As the point of this is to leverage the crowd, it will be of little value if there is not already a crowd involved. The availability of high-quality resources, links and MOOCs might be sufficient to provide an initial boost to draw people to the system, as would a team of interesting mentors and participants, but it would still take a while to pick up steam.
In some fields, students are already reluctant to share information about their research, so this might be especially tricky in an open PhD process. Building sufficient trust in action learning sets and across the broader community may be problematic. Already, the openness needed for many MOOCs poses a challenge for some, but this process would require more disclosure an an ongoing basis than normal. This might be the price to be paid for an otherwise free program. However, the anticipated high drop-out rate would make it difficult to sustain tight-knit research groups/action learning sets over a prolonged period, and we would probably need to think more about cooperative than collaborative processes, so this may be difficult to manage.
Start-up costs and maintenance
This will not be a cheap system to build, though development might be staggered.

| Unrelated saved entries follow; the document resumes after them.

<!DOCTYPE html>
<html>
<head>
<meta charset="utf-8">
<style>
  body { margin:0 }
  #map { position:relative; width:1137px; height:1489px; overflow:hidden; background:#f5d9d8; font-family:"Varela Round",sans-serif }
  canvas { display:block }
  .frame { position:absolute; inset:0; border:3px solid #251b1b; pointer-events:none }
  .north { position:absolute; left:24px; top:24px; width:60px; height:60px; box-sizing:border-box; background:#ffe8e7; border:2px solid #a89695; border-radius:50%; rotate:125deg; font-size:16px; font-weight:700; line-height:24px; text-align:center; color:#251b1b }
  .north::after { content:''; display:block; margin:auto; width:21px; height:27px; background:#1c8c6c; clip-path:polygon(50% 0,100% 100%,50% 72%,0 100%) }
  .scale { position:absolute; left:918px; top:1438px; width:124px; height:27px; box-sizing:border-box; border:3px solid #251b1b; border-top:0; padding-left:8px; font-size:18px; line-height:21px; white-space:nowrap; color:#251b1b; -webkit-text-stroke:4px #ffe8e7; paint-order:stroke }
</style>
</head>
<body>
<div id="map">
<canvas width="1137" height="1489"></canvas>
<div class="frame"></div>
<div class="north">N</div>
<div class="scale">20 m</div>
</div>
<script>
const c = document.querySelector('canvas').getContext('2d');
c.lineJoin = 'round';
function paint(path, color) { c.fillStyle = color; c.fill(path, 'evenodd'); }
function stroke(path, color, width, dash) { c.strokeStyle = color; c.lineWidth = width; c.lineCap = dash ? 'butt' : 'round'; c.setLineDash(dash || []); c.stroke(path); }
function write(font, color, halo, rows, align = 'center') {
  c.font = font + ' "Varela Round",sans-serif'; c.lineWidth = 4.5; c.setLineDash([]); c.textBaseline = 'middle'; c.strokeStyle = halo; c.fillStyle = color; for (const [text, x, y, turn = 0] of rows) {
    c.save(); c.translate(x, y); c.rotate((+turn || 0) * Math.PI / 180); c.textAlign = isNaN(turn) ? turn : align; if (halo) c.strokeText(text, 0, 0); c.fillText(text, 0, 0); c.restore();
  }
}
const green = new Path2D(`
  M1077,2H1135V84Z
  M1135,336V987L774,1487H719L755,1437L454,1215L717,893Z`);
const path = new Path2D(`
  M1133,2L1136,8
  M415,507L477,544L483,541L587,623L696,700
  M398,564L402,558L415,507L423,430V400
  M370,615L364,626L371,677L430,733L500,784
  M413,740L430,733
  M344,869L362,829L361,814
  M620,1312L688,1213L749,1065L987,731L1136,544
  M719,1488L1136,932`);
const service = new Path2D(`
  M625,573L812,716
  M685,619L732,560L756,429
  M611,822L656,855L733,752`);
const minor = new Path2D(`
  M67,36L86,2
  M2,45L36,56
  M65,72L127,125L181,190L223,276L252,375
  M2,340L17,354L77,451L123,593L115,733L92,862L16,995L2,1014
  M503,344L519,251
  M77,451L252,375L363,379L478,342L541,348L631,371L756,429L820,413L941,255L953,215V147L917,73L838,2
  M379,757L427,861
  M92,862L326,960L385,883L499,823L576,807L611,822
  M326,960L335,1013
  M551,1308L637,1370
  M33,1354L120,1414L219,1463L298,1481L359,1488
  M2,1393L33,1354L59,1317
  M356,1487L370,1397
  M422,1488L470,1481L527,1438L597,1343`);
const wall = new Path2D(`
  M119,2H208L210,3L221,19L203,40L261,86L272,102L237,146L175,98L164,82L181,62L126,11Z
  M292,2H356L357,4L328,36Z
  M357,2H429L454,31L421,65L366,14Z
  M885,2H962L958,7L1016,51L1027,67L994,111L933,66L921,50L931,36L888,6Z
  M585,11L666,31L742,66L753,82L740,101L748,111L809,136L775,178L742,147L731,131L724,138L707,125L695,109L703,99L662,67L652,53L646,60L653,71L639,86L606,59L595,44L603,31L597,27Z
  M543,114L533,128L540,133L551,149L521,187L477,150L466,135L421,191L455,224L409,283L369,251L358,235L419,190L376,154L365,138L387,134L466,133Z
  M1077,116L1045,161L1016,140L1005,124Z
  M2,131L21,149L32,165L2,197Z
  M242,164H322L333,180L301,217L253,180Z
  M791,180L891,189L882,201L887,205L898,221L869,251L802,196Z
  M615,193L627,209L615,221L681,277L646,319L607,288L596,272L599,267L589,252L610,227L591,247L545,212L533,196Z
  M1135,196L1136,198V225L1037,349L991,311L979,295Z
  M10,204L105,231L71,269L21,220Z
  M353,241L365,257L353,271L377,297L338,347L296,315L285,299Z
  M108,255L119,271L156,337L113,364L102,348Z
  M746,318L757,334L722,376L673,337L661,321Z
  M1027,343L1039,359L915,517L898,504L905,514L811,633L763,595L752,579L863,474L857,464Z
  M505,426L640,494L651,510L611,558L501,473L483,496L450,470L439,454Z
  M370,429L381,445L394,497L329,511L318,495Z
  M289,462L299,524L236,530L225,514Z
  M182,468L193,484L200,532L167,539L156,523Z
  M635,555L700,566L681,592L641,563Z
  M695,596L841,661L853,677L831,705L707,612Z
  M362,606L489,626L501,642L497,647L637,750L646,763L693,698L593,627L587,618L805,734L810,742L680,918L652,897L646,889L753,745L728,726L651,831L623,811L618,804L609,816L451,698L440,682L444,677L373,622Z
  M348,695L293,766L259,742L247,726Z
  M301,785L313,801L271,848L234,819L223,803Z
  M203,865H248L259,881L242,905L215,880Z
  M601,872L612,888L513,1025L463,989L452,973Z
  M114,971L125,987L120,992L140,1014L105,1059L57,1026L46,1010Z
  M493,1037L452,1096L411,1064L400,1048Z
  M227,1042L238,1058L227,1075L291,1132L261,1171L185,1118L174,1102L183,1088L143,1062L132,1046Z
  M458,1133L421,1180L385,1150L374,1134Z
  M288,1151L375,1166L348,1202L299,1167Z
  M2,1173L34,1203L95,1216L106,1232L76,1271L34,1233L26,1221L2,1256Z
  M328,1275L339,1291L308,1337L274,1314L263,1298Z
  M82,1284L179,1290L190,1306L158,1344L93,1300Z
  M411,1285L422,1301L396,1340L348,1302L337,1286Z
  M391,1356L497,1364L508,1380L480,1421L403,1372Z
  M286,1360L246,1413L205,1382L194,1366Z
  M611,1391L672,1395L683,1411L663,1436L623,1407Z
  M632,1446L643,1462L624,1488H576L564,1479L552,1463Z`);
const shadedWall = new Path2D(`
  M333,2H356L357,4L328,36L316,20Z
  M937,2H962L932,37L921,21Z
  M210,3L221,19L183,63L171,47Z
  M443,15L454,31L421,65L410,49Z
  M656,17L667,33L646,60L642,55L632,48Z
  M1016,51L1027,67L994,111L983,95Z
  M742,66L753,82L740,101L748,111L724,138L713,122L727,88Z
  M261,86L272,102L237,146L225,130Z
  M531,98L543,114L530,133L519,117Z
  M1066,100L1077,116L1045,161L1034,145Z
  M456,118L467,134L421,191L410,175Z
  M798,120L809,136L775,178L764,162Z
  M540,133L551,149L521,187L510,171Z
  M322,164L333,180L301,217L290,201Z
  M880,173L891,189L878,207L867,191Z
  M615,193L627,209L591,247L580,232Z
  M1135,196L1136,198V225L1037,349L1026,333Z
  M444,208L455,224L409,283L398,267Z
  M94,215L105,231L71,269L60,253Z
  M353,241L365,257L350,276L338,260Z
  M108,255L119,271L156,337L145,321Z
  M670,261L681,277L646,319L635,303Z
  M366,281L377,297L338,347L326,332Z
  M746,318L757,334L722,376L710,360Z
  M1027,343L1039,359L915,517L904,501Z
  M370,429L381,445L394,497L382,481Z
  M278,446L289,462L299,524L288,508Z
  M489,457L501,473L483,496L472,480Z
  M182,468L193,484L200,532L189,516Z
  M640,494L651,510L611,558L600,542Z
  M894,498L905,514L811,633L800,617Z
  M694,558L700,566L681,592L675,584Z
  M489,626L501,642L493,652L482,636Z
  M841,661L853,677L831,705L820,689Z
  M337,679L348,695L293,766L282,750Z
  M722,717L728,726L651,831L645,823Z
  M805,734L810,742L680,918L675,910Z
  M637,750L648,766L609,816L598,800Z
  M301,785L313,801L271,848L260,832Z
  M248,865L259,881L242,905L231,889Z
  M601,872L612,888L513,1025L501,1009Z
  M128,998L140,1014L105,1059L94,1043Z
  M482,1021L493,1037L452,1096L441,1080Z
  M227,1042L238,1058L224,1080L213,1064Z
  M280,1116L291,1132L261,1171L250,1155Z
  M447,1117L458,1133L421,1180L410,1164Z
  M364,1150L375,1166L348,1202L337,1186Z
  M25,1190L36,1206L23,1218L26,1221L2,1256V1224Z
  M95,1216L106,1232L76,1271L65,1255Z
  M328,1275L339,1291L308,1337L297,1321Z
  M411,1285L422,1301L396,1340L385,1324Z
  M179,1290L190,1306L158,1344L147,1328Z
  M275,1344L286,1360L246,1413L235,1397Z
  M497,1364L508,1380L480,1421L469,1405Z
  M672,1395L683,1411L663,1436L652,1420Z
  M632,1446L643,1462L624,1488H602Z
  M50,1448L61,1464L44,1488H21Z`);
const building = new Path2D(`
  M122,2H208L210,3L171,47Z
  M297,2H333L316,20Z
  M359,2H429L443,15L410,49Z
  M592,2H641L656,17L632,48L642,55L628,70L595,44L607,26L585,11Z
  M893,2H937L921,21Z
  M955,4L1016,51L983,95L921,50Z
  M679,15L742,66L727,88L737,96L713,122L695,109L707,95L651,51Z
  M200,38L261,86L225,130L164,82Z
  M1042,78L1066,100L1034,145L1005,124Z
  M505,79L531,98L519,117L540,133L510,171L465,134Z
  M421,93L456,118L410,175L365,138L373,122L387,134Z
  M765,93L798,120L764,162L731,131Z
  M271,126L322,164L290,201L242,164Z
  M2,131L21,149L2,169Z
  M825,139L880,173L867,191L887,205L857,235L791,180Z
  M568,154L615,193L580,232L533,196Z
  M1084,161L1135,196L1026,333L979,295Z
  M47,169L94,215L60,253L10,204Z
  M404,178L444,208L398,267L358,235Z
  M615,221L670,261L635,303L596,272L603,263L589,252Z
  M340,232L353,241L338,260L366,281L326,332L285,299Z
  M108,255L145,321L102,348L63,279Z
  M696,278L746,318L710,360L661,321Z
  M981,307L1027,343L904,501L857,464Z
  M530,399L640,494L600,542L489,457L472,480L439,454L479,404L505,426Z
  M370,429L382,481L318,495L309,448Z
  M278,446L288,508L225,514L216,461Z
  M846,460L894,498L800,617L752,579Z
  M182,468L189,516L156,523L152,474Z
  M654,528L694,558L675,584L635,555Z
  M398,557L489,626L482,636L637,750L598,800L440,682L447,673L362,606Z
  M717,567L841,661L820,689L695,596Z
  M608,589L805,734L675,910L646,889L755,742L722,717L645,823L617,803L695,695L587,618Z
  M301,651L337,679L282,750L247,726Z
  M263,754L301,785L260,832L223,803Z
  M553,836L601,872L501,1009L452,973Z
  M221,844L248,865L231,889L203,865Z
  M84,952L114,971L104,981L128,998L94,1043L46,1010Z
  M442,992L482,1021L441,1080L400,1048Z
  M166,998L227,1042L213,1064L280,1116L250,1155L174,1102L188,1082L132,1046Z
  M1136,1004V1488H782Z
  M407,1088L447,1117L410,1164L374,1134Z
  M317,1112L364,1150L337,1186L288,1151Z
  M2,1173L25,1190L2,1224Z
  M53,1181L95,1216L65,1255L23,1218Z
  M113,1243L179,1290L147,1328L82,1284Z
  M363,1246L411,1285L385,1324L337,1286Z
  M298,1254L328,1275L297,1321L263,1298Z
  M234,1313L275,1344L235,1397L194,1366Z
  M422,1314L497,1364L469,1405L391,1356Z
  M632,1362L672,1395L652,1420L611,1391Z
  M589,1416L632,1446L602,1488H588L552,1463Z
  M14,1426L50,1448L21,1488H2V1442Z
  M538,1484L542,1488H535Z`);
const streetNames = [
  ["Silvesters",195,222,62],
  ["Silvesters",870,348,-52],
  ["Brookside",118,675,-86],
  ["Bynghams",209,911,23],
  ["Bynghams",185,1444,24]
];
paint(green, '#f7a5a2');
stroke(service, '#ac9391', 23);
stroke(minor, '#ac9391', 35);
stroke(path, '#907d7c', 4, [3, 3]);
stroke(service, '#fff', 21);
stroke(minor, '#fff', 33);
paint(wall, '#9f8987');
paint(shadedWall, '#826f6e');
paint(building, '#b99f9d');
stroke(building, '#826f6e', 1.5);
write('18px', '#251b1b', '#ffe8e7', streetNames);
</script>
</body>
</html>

Resources would be needed for building and maintaining the server(s), creating content, managing the editing process for the journal, and so on. Potential funding models include start-up grants, company sponsorship (the value to organizations of a process like this could be immense), crowd-funding, subscription, advertising/marketing, etc. Selling lists of participants bothers me, ethically, but a voluntary entry onto a register that might be passed on to interested companies for a fee might have high value. While we might not award doctorates, those who could stay the course would clearly be very desirable potential employees or research team members.
Encouraging academics to participate
Altruism and social capital can sustain a relatively brief open course, but this kind of process would (unless a different approach can be discovered) require long term commitment and engagement by professional academics. There may be ways to provide value to academics beyond the pleasure of contributing and learning from students. For instance, students may be expected/required to cite academics as co-authors where those academics have had some input into the process, whether in feedback along the way or in reviewing/completing papers they have written, or may be granted access to data collected by students. This would provide some incentive to academics to help ensure the quality of the research, and help students by seeing an experienced academic’s thinking processes in action.
This is a work in progress and there are some big obstacles in the way of making it a reality. We would welcome any ideas, suggestions or expressions of interest!